From the albums I noted in George’s apartment back in the eighties when we started dating, his tastes were quite different: Tom Petty and the Heartbreakers, Nitty Gritty Dirt Band, Riders of the Purple Sage, Lynyrd Skynyrd, Bob Dylan and yes, the Grateful Dead. This music, what I knew of it, seemed rough and earthy to me, conjuring images of drugs, alcohol and endless sex.
Far removed from the safe music I favored.
I will confess that I went to a Jimi Hendrix concert when I was in ninth grade, at the insistence of a rather unconventional guy I was dating at the time. I remember the sickening sweet smell wafting through the crowd as we made our way into the arena, and Jimi, playing a guitar with his teeth, then smashing it against the stage and throwing pieces to the screaming crowd.
My date informed me that I was smelling marijuana. Wonderful.
Being a musician myself, I was impressed that it was even possible to play a guitar with teeth, but heartbroken to see an instrument needlessly destroyed.
Did I fit in with that crowd? Not at all. And I became more determined not to fit in after attending the concert.
But here we are, in 2014. George and I are driving to the local vineyard to buy a couple bottles of wine. I suddenly become aware of the music George is playing. It sounds like old sixties/seventies rock music, voices slightly off-key.

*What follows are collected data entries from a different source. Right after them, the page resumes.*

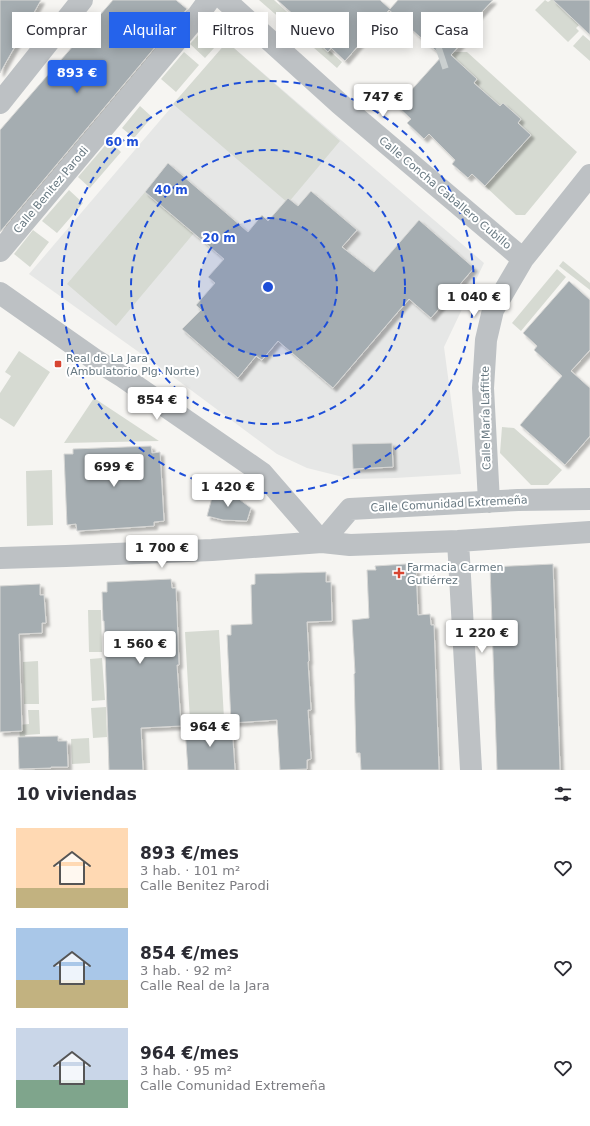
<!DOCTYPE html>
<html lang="es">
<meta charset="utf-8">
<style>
:root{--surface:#fff;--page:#f7f7f7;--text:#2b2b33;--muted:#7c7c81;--accent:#2563eb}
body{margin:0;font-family:"DejaVu Sans",sans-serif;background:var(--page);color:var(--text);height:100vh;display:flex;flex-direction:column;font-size:15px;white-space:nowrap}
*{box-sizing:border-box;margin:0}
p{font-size:13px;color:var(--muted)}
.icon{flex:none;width:22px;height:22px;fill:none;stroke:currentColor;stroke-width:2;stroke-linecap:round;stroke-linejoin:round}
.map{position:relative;height:770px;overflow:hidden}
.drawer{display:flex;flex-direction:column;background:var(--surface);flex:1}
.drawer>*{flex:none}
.banner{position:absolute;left:12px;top:12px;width:566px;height:36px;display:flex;gap:8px}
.price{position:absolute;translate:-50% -34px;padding:0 9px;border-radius:4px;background:#fff;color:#222;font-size:13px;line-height:26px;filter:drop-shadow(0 1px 2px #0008)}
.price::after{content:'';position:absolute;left:50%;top:24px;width:12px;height:9px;margin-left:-6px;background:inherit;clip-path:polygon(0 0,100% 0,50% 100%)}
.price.on{background:var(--accent);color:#fff}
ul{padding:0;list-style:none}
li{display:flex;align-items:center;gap:12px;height:100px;padding:0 16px}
li span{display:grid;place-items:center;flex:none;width:112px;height:80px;border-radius:0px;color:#555}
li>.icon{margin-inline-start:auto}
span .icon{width:48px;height:48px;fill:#fffc;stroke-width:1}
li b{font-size:17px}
h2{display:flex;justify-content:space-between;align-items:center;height:48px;padding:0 16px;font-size:17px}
.tag{padding:0 14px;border-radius:0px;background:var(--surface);box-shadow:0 2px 10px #0003;font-size:14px;line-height:36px}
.tag.on{background:var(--accent);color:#fff}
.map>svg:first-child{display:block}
.built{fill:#e6e7e6}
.green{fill:#d6dad2}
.building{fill:#a5adb1;stroke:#d7d7d5;filter:url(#shadow)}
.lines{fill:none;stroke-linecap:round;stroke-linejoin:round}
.minor-tunnel{stroke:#cbd0d0;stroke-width:22;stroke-dasharray:22 11;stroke-linecap:butt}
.minor{stroke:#bdc1c4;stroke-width:22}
.ring{fill:none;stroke:#1d4ed8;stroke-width:2;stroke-dasharray:7 5}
.poi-dot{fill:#d74531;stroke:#fff;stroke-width:1.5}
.labels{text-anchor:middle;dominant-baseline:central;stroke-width:4;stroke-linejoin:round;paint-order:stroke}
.street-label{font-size:11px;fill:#677881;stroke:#fff}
.poi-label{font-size:11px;fill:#677881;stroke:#fff;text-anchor:start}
.centre{fill:#1d4ed8;stroke:#fff;stroke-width:2}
.ring-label{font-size:12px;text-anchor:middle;font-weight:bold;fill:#1d4ed8;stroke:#fff;stroke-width:4;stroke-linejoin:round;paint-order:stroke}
</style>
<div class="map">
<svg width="590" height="770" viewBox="0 0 590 770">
<defs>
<filter id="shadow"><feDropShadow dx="3.5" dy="3.5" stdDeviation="1" flood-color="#0004"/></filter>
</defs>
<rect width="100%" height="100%" fill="#f6f5f2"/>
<path class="built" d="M 227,42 L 484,263 L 444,347 L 461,474 L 395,478 L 351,479 L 307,468 L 277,454 L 164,370 L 29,274 Z"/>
<path class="green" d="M 259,0 L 274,0 L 342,62 L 337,68 Z
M 545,0 L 548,2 L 551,0 L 553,0 L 579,25 L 576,28 L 579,31 L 568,42 L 535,10 Z
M 208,24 L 223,38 L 205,58 L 190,44 Z
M 583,35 L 590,41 L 590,61 L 573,46 Z
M 227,42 L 340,141 L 288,203 L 173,104 Z
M 184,52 L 199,65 L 176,92 L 161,79 Z
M 451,52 L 467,52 L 577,152 L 525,215 L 516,215 L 485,186 L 531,135 L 518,123 L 521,119 L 503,103 L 500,106 L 474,83 L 477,79 L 460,64 L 447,58 Z
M 140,106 L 152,117 L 134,138 L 122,128 Z
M 109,141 L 121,152 L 90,188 L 78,177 Z
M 69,190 L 83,203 L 57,233 L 42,221 Z
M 145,192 L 194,233 L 116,326 L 67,284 Z
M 33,230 L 49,242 L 30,267 L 14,254 Z
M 563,261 L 590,283 L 590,290 L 559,266 Z
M 557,269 L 566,277 L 521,331 L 512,323 Z
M 19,351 L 50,372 L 14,427 L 0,418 L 0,393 L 11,376 L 5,372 Z
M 94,398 L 159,441 L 64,443 Z
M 502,427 L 514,428 L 562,470 L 548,485 L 531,485 L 500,453 Z
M 52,470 L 53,525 L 27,526 L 26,471 Z
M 88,610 L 101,610 L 102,652 L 89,652 Z
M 219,630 L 224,719 L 190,721 L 185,632 Z
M 102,658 L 105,700 L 92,701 L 90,659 Z
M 38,661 L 39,704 L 24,704 L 23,662 Z
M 106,707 L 107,737 L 93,738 L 91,708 Z
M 28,710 L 39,710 L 40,734 L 25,735 L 26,741 L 20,741 L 19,725 L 29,724 Z
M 89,738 L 90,763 L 72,764 L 71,739 Z"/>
<path class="building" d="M 0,0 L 41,0 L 0,73 Z
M 113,0 L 176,0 L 187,9 L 0,232 L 0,130 Z
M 277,0 L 380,0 L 390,9 L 398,0 L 493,0 L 468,27 L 472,31 L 451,55 L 477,79 L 474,83 L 500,106 L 503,103 L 521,119 L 518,123 L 531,135 L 485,186 L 472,174 L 468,178 L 452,164 L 455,160 L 429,134 L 424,139 L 407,123 L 411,119 L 397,106 L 442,56 L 389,10 L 345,61 L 331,48 L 328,52 L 311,36 L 314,33 Z
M 553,0 L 590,0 L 590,35 Z
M 168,163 L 248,232 L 262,215 L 268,221 L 288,198 L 298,206 L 311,191 L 357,230 L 342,247 L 374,272 L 419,220 L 474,268 L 431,318 L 409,299 L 333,388 L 278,341 L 262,360 L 256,356 L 238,378 L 182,329 L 201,310 L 196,305 L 215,283 L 208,277 L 224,259 L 145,192 Z
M 569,281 L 590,300 L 590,350 L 571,371 L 590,388 L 590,436 L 565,465 L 520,425 L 562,376 L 534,350 L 537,346 L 523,333 Z
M 392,443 L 393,467 L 353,469 L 352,444 Z
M 151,446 L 152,453 L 160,452 L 164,521 L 154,522 L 154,526 L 77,531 L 76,524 L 67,525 L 64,454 L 73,454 L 73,449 Z
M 214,490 L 232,494 L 251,508 L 247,521 L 223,520 L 207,516 Z
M 406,564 L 406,570 L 416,569 L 418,615 L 430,614 L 431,625 L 434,625 L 439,770 L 361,770 L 360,753 L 356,753 L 354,674 L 355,673 L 352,620 L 369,618 L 367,570 L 376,570 L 375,566 Z
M 553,564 L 560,770 L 497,770 L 490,567 Z
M 326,572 L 326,582 L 331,582 L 332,621 L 307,622 L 309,661 L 308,662 L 311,710 L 308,710 L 311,759 L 307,760 L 307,769 L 280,770 L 277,720 L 231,723 L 227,635 L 231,635 L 231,625 L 252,624 L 251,585 L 255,584 L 255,574 Z
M 171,579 L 172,588 L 176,588 L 179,665 L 177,665 L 181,726 L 141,728 L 143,770 L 109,770 L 104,621 L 103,621 L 102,592 L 107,592 L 107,582 Z
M 40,584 L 40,595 L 44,595 L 46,623 L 42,623 L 42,633 L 19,634 L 22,731 L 0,732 L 0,586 Z
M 232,725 L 235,770 L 188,770 L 185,729 Z
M 58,736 L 58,741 L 67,741 L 68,767 L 51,767 L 51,768 L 19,769 L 18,737 Z"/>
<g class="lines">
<path class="minor-tunnel" d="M 439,59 L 445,57"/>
<path class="minor" d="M 225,0 L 340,104 L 523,259
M 0,103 L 82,0
M 0,251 L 198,15 L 209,0
M 0,293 L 94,359 L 123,377 L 262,473 L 322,542
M 489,502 L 483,388 L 486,340 L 493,310 L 523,259 L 590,175
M 458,541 L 471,770
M 322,542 L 350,509 L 518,500 L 590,499
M 0,558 L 66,556 L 212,550 L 322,542 L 350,545 L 458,541 L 590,532"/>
</g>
<circle cx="268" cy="287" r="69" fill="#1d4ed8" fill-opacity=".12"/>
<g class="ring">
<circle cx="268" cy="287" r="69"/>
<circle cx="268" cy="287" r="137"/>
<circle cx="268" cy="287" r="206"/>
</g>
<g class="poi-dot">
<rect x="54" y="360" width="8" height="8" rx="2"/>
<path d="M397 567h4v4h4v4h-4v4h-4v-4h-4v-4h4z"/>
</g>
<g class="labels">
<g class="street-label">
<text transform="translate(51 190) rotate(-50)">Calle Benitez Parodi</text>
<text transform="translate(445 193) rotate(40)">Calle Concha Caballero Cubillo</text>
<text transform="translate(486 418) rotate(-91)">Calle María Laffitte</text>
<text transform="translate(449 504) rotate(-3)">Calle Comunidad Extremeña</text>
</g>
<g class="poi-label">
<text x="66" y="358">Real de La Jara<tspan x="66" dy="13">(Ambulatorio Plg. Norte)</tspan></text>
<text x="407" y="567">Farmacia Carmen<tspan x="407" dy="13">Gutiérrez</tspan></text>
</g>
</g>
<circle cx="268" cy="287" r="6" class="centre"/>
<g class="ring-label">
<text x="122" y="146">60 m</text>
<text x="171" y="194">40 m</text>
<text x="219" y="242">20 m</text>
</g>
</svg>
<b class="price on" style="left:77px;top:94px">893 €</b>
<b class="price" style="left:383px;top:118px">747 €</b>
<b class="price" style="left:474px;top:318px">1 040 €</b>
<b class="price" style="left:157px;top:421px">854 €</b>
<b class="price" style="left:114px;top:488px">699 €</b>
<b class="price" style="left:228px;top:508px">1 420 €</b>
<b class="price" style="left:162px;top:569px">1 700 €</b>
<b class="price" style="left:482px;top:654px">1 220 €</b>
<b class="price" style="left:140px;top:665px">1 560 €</b>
<b class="price" style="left:210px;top:748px">964 €</b>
<div class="banner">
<a class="tag">Comprar</a>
<a class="tag on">Alquilar</a>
<a class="tag">Filtros</a>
<a class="tag">Nuevo</a>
<a class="tag">Piso</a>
<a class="tag">Casa</a>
</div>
</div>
<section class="drawer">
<h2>10 viviendas<svg class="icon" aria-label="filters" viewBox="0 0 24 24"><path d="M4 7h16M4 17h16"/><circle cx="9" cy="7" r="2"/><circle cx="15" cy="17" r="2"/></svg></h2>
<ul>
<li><span style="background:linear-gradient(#ffd9b3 75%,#c2b280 0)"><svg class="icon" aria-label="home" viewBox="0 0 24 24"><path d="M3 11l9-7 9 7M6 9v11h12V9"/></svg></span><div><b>893 €/mes</b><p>3 hab. · 101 m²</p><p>Calle Benitez Parodi</p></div><svg class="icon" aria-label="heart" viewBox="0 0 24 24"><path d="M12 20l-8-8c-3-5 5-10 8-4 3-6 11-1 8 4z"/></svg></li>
<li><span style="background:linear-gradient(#a9c7e8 65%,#c2b280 0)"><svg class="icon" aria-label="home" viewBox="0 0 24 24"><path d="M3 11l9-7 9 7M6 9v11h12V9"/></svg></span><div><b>854 €/mes</b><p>3 hab. · 92 m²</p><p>Calle Real de la Jara</p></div><svg class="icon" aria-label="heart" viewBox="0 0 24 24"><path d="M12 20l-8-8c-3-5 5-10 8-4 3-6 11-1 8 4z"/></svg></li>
<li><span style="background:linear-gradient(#c9d6e8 65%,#7fa58c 0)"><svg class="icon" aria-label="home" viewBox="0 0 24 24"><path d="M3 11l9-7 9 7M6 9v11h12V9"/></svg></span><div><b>964 €/mes</b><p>3 hab. · 95 m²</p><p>Calle Comunidad Extremeña</p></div><svg class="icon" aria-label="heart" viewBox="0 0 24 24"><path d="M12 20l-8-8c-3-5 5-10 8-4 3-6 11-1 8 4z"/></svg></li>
</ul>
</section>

Then, I am struck by the words themselves.
Please don’t murder me.
I confirm with George what is actually being said, the words seem so unlikely for a song.
“Who is that?” I finally ask.
“The Grateful Dead.”
And I realize I have never heard them before in my life.
How is that even possible?
I am fifty-nine.
Old.
I ask why George has never played a Grateful Dead album in our home during the almost thirty years we’ve been married.
He tells me he has.
I don’t remember.
Either I’ve been horribly sheltered my entire life or my memory is gone.
My brain–fried by a singular exposure to marijuana.